When I was growing up, and I “helped” my mother do the
laundry, I first handled my father’s handkerchiefs myself. Each one is a simple 16-inch square that we
ironed and folded into a tidy four-inch pile.
That’s how it would go into his pocket each morning.
The trouble is that once he uses one, it’s not the same. He unfolds it, blows, and then balls up the
material and jams it back into his pocket.
Since this happens multiple times during the day, it’s inevitable that
the whole handkerchief doesn’t make it back into the tight slot. Part of it is usually hanging out of his
pocket. Like the ear of a bunny. Or a goat.
Of course, we enabled this practice when we always put a
fresh pack of white handkerchiefs under the Christmas tree for him each
December. And now that I think of it, why
on earth did we waste time and steam and effort to iron these things, back in
the day? I guess it was just because it
was the ‘60s and ‘70s, and that’s what was expected of us womenfolk. To present a perfectly flat and straight
handkerchief to be placed in a man’s pocket, ready for the first blow. Yikes.

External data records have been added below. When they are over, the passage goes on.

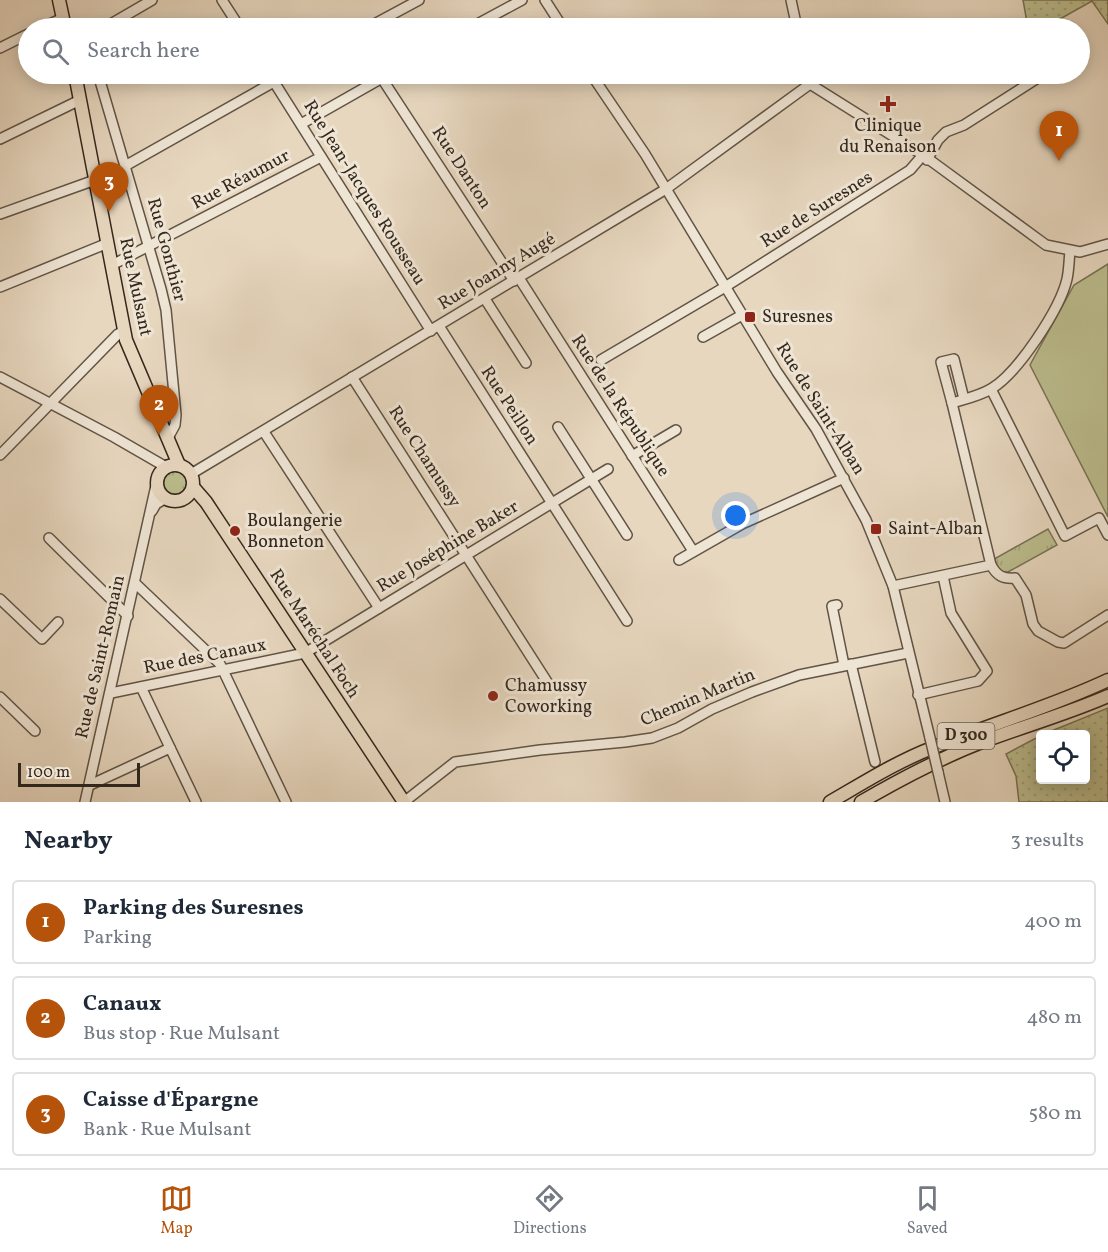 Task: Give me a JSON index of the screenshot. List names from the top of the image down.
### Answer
{
  "streets": {
    "main road": ["Rue Mulsant", "Rue Maréchal Foch", "D 300"],
    "street": [
      "Rue Danton",
      "Rue Réaumur",
      "Rue Jean-Jacques Rousseau",
      "Rue de Suresnes",
      "Rue Gonthier",
      "Rue Joanny Augé",
      "Rue Peillon",
      "Rue de la République",
      "Rue de Saint-Alban",
      "Rue Chamussy",
      "Rue Joséphine Baker",
      "Rue de Saint-Romain",
      "Rue des Canaux",
      "Chemin Martin"
    ]
  },
  "crossings": [
    ["Rue Danton", "Rue Joanny Augé"],
    ["Rue Danton", "Rue de la République"],
    ["Rue Réaumur", "Rue Jean-Jacques Rousseau"],
    ["Rue Réaumur", "Rue Gonthier"],
    ["Rue Réaumur", "Rue Mulsant"],
    ["Rue Jean-Jacques Rousseau", "Rue Joanny Augé"],
    ["Rue Jean-Jacques Rousseau", "Rue Peillon"],
    ["Rue de Suresnes", "Rue de Saint-Alban"],
    ["Rue Gonthier", "Rue Mulsant"],
    ["Rue Joanny Augé", "Rue Mulsant"],
    ["Rue Joanny Augé", "Rue Peillon"],
    ["Rue Joanny Augé", "Rue de la République"],
    ["Rue Joanny Augé", "Rue de Saint-Alban"],
    ["Rue Joanny Augé", "Rue Chamussy"],
    ["Rue Joanny Augé", "Rue Maréchal Foch"],
    ["Rue Joanny Augé", "Rue de Saint-Romain"],
    ["Rue Mulsant", "Rue Maréchal Foch"],
    ["Rue Mulsant", "Rue de Saint-Romain"],
    ["Rue Peillon", "Rue Joséphine Baker"],
    ["Rue de Saint-Alban", "Chemin Martin"],
    ["Rue Chamussy", "Rue Joséphine Baker"],
    ["Rue Joséphine Baker", "Rue Maréchal Foch"],
    ["Rue Joséphine Baker", "Rue des Canaux"],
    ["Rue Maréchal Foch", "Rue de Saint-Romain"],
    ["Rue Maréchal Foch", "Rue des Canaux"],
    ["Rue Maréchal Foch", "Chemin Martin"],
    ["Rue de Saint-Romain", "Rue des Canaux"]
  ],
  "places": {
    "health": ["Clinique du Renaison"],
    "transit": ["Suresnes", "Saint-Alban"],
    "other": ["Boulangerie Bonneton", "Chamussy Coworking"]
  },
  "scale_bar": "100 m",
  "page": {
    "search": "Search here",
    "pins": ["1", "3", "2"],
    "scale": "100 m",
    "heading": ["Nearby", "3 results"],
    "list": [
      {
        "mark": "1",
        "name": "Parking des Suresnes",
        "note": "Parking",
        "value": "400 m"
      },
      {
        "mark": "2",
        "name": "Canaux",
        "note": "Bus stop · Rue Mulsant",
        "value": "480 m"
      },
      {
        "mark": "3",
        "name": "Caisse d'Épargne",
        "note": "Bank · Rue Mulsant",
        "value": "580 m"
      }
    ],
    "nav": ["Map", "Directions", "Saved"]
  }
} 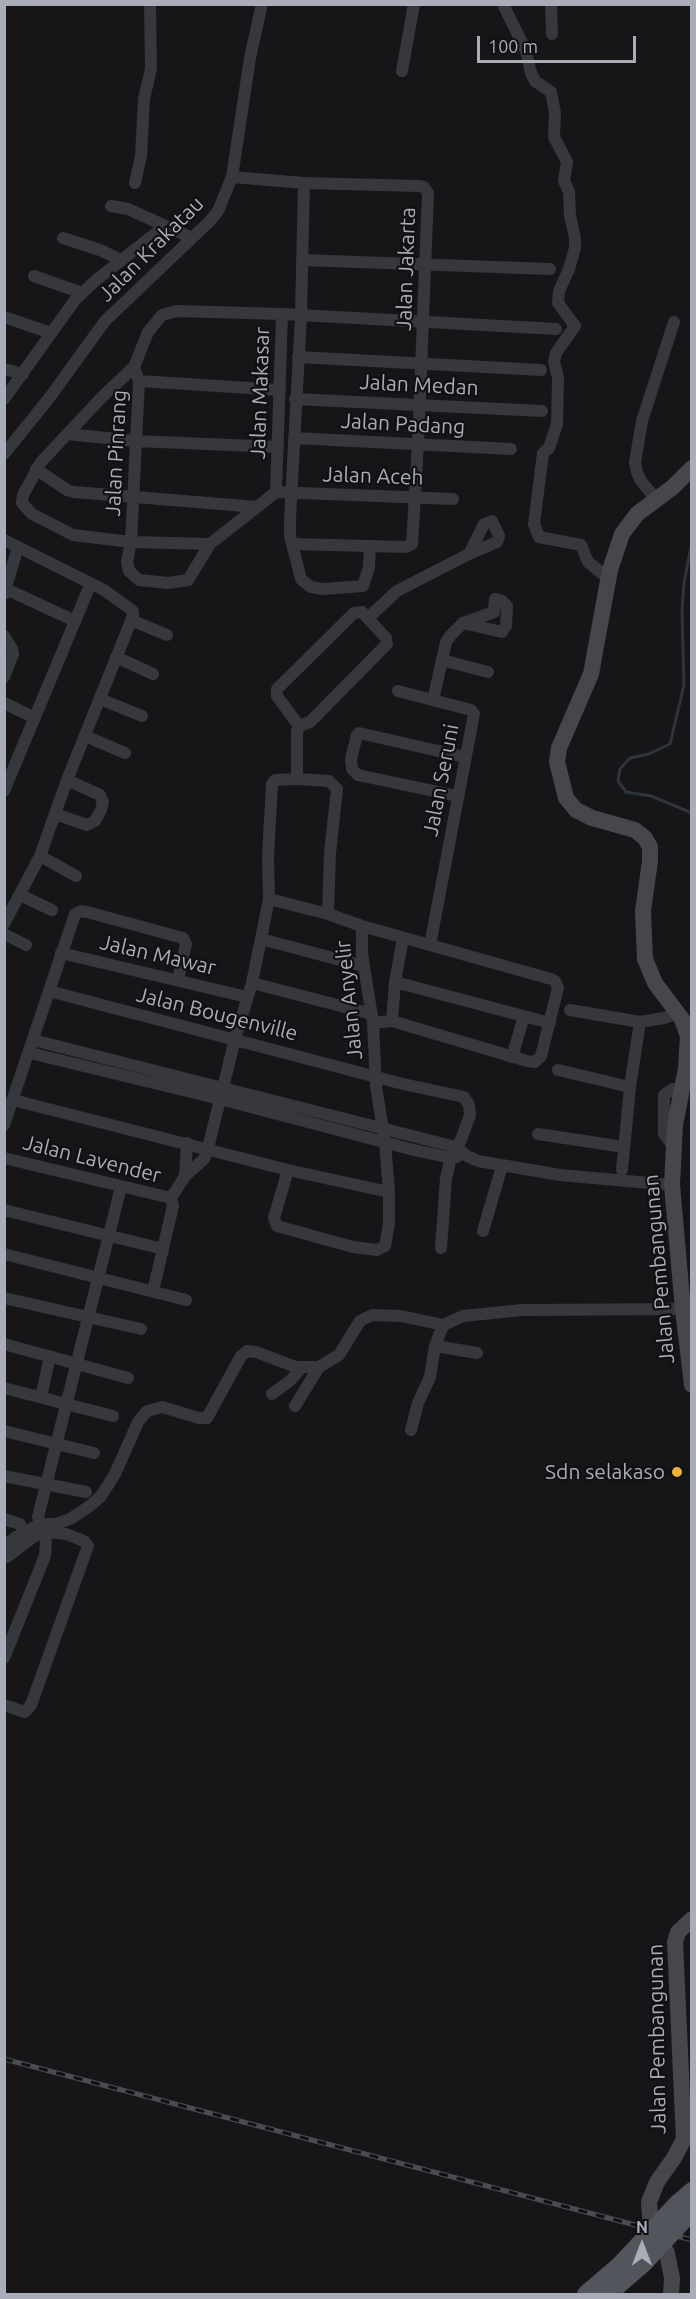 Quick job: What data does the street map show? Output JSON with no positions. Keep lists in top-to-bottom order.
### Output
{
  "streets": {
    "street": [
      "Jalan Krakatau",
      "Jalan Jakarta",
      "Jalan Medan",
      "Jalan Makasar",
      "Jalan Padang",
      "Jalan Pinrang",
      "Jalan Aceh",
      "Jalan Seruni",
      "Jalan Mawar",
      "Jalan Anyelir",
      "Jalan Bougenville",
      "Jalan Lavender",
      "Jalan Pembangunan"
    ]
  },
  "crossings": [
    ["Jalan Krakatau", "Jalan Jakarta"],
    ["Jalan Jakarta", "Jalan Medan"],
    ["Jalan Jakarta", "Jalan Makasar"],
    ["Jalan Jakarta", "Jalan Padang"],
    ["Jalan Jakarta", "Jalan Aceh"],
    ["Jalan Medan", "Jalan Makasar"],
    ["Jalan Makasar", "Jalan Padang"],
    ["Jalan Makasar", "Jalan Aceh"],
    ["Jalan Anyelir", "Jalan Bougenville"]
  ],
  "places": ["Sdn selakaso"],
  "scale_bar": "100 m",
  "north": "top"
} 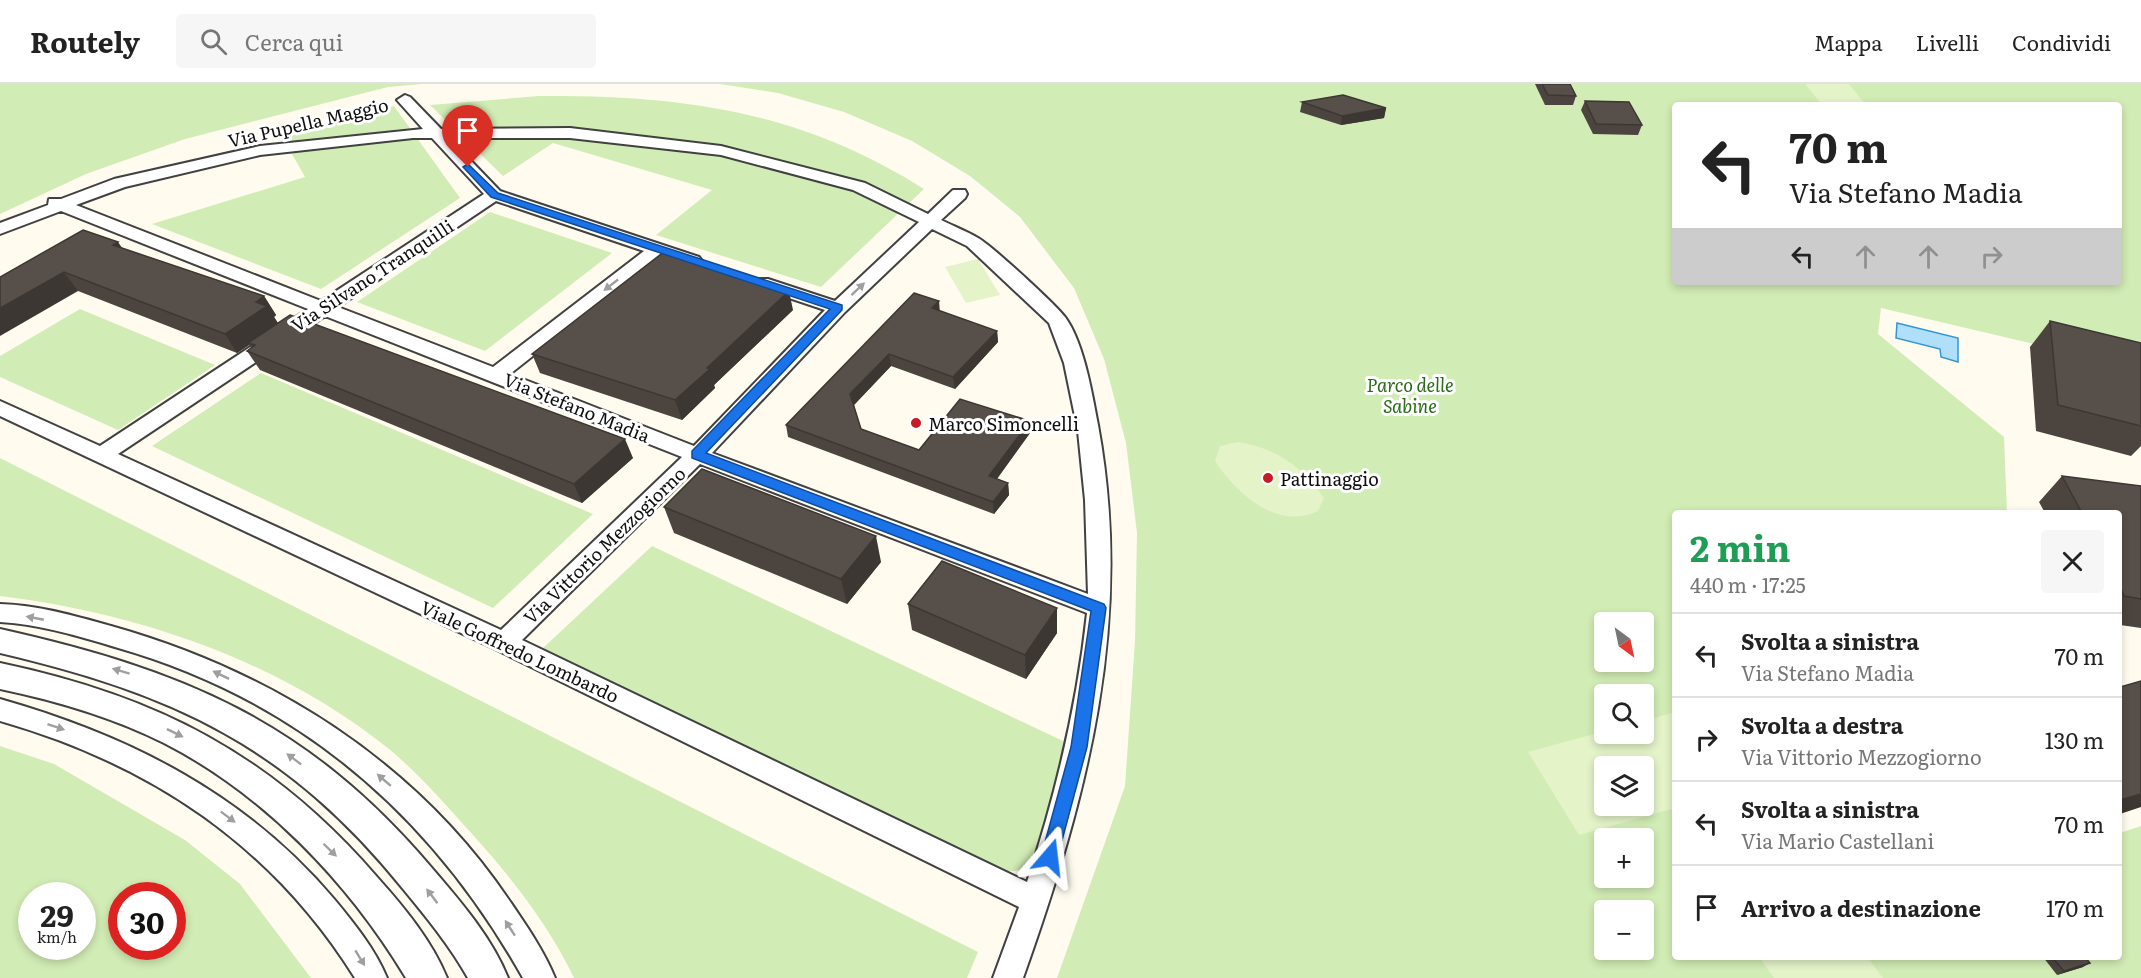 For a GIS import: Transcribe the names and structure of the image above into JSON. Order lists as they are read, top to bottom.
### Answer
{
  "streets": {
    "street": [
      "Via Pupella Maggio",
      "Via Silvano Tranquilli",
      "Via Stefano Madia",
      "Via Vittorio Mezzogiorno",
      "Viale Goffredo Lombardo"
    ]
  },
  "crossings": [
    ["Via Pupella Maggio", "Via Stefano Madia"],
    ["Via Silvano Tranquilli", "Via Stefano Madia"],
    ["Via Silvano Tranquilli", "Viale Goffredo Lombardo"],
    ["Via Stefano Madia", "Via Vittorio Mezzogiorno"],
    ["Via Vittorio Mezzogiorno", "Viale Goffredo Lombardo"]
  ],
  "parks": ["Parco delle Sabine"],
  "places": ["Marco Simoncelli", "Pattinaggio"],
  "north": "bottom right",
  "page": {
    "header": "Routely",
    "search": "Cerca qui",
    "nav": ["Mappa", "Livelli", "Condividi"],
    "turn": ["70 m", "Via Stefano Madia"],
    "heading": ["2 min", "440 m · 17:25"],
    "map_buttons": ["+", "−"],
    "list": [
      {
        "name": "Svolta a sinistra",
        "note": "Via Stefano Madia",
        "value": "70 m"
      },
      {
        "name": "Svolta a destra",
        "note": "Via Vittorio Mezzogiorno",
        "value": "130 m"
      },
      {
        "name": "Svolta a sinistra",
        "note": "Via Mario Castellani",
        "value": "70 m"
      },
      {
        "name": "Arrivo a destinazione",
        "value": "170 m"
      }
    ],
    "speed": "29 km/h",
    "limit": "30"
  }
} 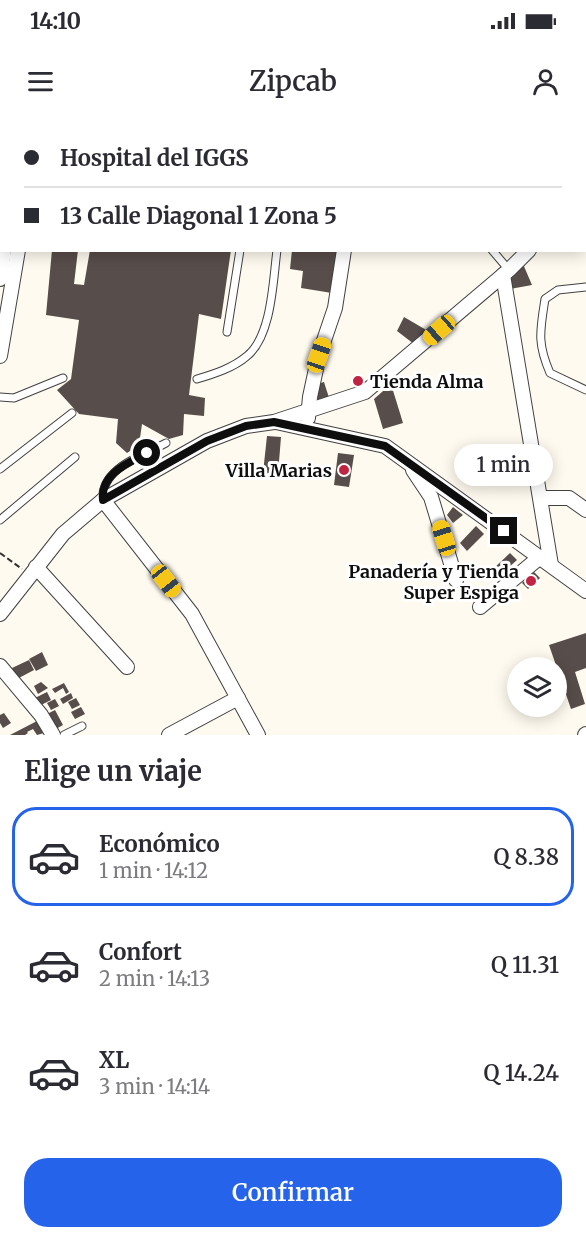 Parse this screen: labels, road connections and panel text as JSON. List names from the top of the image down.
{
  "places": ["Tienda Alma", "Villa Marias", "Panadería y Tienda Super Espiga"],
  "page": {
    "status": "14:10",
    "header": "Zipcab",
    "banner": ["Hospital del IGGS", "13 Calle Diagonal 1 Zona 5"],
    "bubble": "1 min",
    "heading": "Elige un viaje",
    "list": [
      {
        "name": "Económico",
        "note": "1 min · 14:12",
        "value": "Q 8.38"
      },
      {
        "name": "Confort",
        "note": "2 min · 14:13",
        "value": "Q 11.31"
      },
      {
        "name": "XL",
        "note": "3 min · 14:14",
        "value": "Q 14.24"
      }
    ],
    "buttons": "Confirmar"
  }
}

Mom used to get angry and somewhat embarrassed whenever
Daddy would get up to play a piccolo solo at a band concert. There he would be, standing at the edge of
the stage and facing the audience, with part of his white handkerchief waving
from the back pocket of his black dress pants.
My mother would shake her head and groan. I guess she thought my father’s slightly
disheveled appearance would cast a bad light on her as well. I’m not sure it did. I don’t know how many other people even
looked back there when he walked forward.
When he turned around and returned to the flute section, well yes, it
may have been obvious then. Like a flag
at half mast.
Now that my father and I are living together again, I’ve
gotten used to seeing the white cotton squares in the laundry basket. I wash them and fold them, but I sure don’t
iron them. What would be the point? They’re going to get messy as soon as he uses
them anyway. And I’ve also learned that
he uses more than one during the course of the day, even though he goes through
boxes of Kleenex rather quickly, too. He
has a whole stack of handkerchiefs in one dresser drawer. At last count, there were about two dozen in
there. The tally sometimes diminishes
after the laundry cycle, though. If one
doesn’t come entirely clean from a standard washing, then it goes into the
trash instead of into his room. Maybe
someday soon we’ll actually have to buy more.
I finally asked him why he uses these white cotton squares. “I have always carried a handkerchief in my back
pocket,” he said. He doesn’t remember a
time when he didn’t have one. He doesn’t
remember the day that he first got one. “Doesn’t
a man always have a handkerchief in his back pocket?” he replied, then answered his own question. “I thought they did.” Yes, Daddy. Evidently, they still do.